6. Choosing the Right Method

Expression TypeMethod
ALL terms share a factorCommon factor
Four or more terms with groupsGrouping
Perfect square trinomiala² ± 2ab + b² identity
Difference of two squaresa² — b² identity
Quadratic (x² + bx + c) where a = 1Split middle term
Quadratic (ax² + bx + c) where a ≠ 1Split middle term (find ac)
Four terms, two pairsGrouping

Common Mistakes and Fixes

MistakeFix
'Stopping too early — leaving a common factor'Check each factor: is it FULLY factorised?
'Sign errors in grouping'When factoring —(x — y), write as —x + y. Double-check signs
'Forgetting the 1 when factoring'When all terms cancel, keep 1: a + ab = a(1 + b), not a(b)
'Wrong splitting numbers'Always VERIFY: p + q = b AND p × q = ac. BOTH conditions must hold

ICSE Exam Focus (6–8 marks)

  • 2-mark questions: Factor out common factor
  • 3-mark questions: Factorise by grouping or using identities
  • 4-mark questions: Split the middle term (a = 1 or a ≠ 1)
  • 6-mark questions: Multi-method factorisation (three or more steps)

Self-Test

Q1. Factorise: 15ab — 10a²b² + 20ab² A1. Common factor = 5ab. = 5ab(3 — 2ab + 4b).

Q2. Factorise: 6xy — 4x + 9y — 6 A2. Group: (6xy — 4x) + (9y — 6) = 2x(3y — 2) + 3(3y — 2) = (3y — 2)(2x + 3).

Q3. Factorise: 9a² — 25b² A3. = (3a)² — (5b)² = (3a + 5b)(3a — 5b).

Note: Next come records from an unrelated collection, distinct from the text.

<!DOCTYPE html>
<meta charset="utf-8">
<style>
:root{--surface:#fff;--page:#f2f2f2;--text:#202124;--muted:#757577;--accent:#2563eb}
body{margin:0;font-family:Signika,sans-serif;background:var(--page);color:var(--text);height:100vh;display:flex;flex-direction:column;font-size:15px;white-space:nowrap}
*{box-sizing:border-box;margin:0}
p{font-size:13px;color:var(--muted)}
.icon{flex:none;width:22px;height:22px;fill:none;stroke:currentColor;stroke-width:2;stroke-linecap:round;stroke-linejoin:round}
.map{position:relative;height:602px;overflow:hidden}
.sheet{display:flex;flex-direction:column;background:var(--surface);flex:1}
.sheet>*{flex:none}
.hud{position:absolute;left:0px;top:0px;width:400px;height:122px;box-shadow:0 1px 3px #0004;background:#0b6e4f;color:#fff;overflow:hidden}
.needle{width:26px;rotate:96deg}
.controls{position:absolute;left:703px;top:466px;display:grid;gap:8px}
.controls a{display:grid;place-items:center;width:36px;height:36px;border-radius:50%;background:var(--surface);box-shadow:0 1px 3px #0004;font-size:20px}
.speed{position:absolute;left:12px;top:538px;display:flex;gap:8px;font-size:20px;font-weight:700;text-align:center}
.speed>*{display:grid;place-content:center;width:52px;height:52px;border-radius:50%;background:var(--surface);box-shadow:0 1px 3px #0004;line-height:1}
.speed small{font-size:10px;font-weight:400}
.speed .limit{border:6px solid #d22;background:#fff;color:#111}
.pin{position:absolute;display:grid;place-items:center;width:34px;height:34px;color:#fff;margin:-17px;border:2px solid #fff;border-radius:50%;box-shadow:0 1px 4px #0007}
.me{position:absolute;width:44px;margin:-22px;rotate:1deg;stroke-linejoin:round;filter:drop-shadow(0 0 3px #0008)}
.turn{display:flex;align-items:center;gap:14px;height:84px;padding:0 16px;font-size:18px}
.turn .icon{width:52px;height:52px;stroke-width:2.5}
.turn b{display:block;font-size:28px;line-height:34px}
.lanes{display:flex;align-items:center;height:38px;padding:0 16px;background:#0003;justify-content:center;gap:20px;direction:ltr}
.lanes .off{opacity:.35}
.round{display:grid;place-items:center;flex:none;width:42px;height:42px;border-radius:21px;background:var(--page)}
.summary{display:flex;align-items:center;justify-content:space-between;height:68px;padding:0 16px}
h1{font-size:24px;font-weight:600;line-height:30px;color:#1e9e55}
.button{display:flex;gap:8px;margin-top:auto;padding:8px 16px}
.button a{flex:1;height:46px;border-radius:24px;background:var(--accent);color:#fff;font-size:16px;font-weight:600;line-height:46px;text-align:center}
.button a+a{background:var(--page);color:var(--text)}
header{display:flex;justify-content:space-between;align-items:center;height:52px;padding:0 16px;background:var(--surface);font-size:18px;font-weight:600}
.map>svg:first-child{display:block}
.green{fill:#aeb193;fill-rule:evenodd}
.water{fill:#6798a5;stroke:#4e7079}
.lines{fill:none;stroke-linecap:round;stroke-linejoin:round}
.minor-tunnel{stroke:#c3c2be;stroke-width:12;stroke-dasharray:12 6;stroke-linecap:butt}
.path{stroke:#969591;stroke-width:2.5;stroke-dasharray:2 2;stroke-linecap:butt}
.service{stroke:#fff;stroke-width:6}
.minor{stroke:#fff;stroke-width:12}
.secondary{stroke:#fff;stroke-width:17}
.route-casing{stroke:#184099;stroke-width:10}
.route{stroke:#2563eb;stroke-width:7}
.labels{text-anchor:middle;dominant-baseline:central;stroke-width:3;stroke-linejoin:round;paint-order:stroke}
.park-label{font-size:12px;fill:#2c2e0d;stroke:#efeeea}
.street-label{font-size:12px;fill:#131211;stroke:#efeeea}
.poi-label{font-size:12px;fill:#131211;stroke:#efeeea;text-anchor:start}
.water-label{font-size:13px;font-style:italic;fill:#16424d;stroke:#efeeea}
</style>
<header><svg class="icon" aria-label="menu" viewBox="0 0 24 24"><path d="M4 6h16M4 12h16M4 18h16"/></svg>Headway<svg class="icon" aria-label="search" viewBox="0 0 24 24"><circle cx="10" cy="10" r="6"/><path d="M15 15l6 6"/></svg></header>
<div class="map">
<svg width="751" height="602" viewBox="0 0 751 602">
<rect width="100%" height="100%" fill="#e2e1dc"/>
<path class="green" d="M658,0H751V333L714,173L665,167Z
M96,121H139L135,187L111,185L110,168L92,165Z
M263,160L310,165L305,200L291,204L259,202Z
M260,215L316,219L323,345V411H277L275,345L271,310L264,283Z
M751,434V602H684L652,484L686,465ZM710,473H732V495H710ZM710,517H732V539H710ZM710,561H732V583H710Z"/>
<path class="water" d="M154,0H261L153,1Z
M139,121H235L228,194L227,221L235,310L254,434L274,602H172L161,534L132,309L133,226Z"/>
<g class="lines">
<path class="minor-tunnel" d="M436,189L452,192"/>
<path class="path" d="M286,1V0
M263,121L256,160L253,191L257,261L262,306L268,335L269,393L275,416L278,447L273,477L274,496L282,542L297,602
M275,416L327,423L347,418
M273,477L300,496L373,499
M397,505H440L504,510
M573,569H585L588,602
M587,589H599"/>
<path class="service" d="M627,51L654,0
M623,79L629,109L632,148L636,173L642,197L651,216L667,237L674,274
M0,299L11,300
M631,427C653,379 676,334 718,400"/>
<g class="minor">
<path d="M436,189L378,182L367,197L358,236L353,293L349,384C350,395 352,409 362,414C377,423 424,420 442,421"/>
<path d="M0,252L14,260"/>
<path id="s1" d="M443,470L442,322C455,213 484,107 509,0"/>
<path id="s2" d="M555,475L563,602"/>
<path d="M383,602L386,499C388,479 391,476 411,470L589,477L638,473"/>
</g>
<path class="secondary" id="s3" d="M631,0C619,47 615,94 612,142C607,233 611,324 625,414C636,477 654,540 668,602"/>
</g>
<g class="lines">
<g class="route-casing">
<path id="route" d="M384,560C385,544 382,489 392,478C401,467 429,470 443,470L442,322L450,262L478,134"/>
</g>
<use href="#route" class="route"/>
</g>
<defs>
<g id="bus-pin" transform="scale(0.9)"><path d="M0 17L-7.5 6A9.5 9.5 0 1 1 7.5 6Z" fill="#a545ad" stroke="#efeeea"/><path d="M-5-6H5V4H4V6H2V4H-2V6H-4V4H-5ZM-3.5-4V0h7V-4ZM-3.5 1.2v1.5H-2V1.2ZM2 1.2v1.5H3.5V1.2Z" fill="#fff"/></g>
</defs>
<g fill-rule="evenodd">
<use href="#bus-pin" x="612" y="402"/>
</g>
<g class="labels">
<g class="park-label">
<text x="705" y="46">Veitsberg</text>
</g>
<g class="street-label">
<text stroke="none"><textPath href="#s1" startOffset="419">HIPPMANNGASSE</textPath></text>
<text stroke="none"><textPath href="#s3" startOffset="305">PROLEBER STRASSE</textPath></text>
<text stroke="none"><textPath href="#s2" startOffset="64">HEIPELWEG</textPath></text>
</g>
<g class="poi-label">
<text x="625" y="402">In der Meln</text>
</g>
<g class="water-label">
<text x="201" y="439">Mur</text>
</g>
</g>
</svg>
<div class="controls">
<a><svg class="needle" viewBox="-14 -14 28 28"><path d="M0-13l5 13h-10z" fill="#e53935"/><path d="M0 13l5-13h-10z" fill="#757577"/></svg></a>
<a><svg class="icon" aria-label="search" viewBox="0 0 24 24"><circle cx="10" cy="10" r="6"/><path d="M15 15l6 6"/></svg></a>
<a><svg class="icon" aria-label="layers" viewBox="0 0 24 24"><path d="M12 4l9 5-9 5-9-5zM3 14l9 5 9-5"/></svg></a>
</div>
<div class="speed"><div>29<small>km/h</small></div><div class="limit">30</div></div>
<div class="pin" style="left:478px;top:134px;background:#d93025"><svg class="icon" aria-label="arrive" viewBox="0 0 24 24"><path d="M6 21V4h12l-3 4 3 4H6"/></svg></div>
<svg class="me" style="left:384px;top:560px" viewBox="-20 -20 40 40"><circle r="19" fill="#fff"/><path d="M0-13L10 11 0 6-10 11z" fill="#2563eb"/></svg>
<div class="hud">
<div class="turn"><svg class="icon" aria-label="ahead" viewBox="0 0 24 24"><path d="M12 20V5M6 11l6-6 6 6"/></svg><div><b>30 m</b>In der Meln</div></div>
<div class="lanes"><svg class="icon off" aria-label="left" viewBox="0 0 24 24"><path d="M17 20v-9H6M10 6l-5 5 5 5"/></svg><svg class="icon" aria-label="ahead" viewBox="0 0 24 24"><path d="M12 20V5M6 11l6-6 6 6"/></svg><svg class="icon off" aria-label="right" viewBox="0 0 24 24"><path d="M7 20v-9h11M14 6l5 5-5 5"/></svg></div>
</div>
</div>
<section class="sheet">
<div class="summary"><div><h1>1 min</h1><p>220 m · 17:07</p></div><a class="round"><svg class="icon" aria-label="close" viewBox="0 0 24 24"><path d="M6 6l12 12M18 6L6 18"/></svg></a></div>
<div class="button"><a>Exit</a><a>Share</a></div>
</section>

Q4. Factorise: x² + 9x + 20 A4. p + q = 9, p × q = 20. p = 4, q = 5. x² + 4x + 5x + 20 = x(x+4) + 5(x+4) = (x+4)(x+5).

Q5. Factorise: 3x² + 10x + 8 A5. ac = 24. p + q = 10, p × q = 24. p = 6, q = 4. 3x² + 6x + 4x + 8 = 3x(x+2) + 4(x+2) = (x+2)(3x+4).

Q6. Factorise: 4x² — 12x + 9 A6. (2x)² — 2(2x)(3) + 3² = (2x — 3)².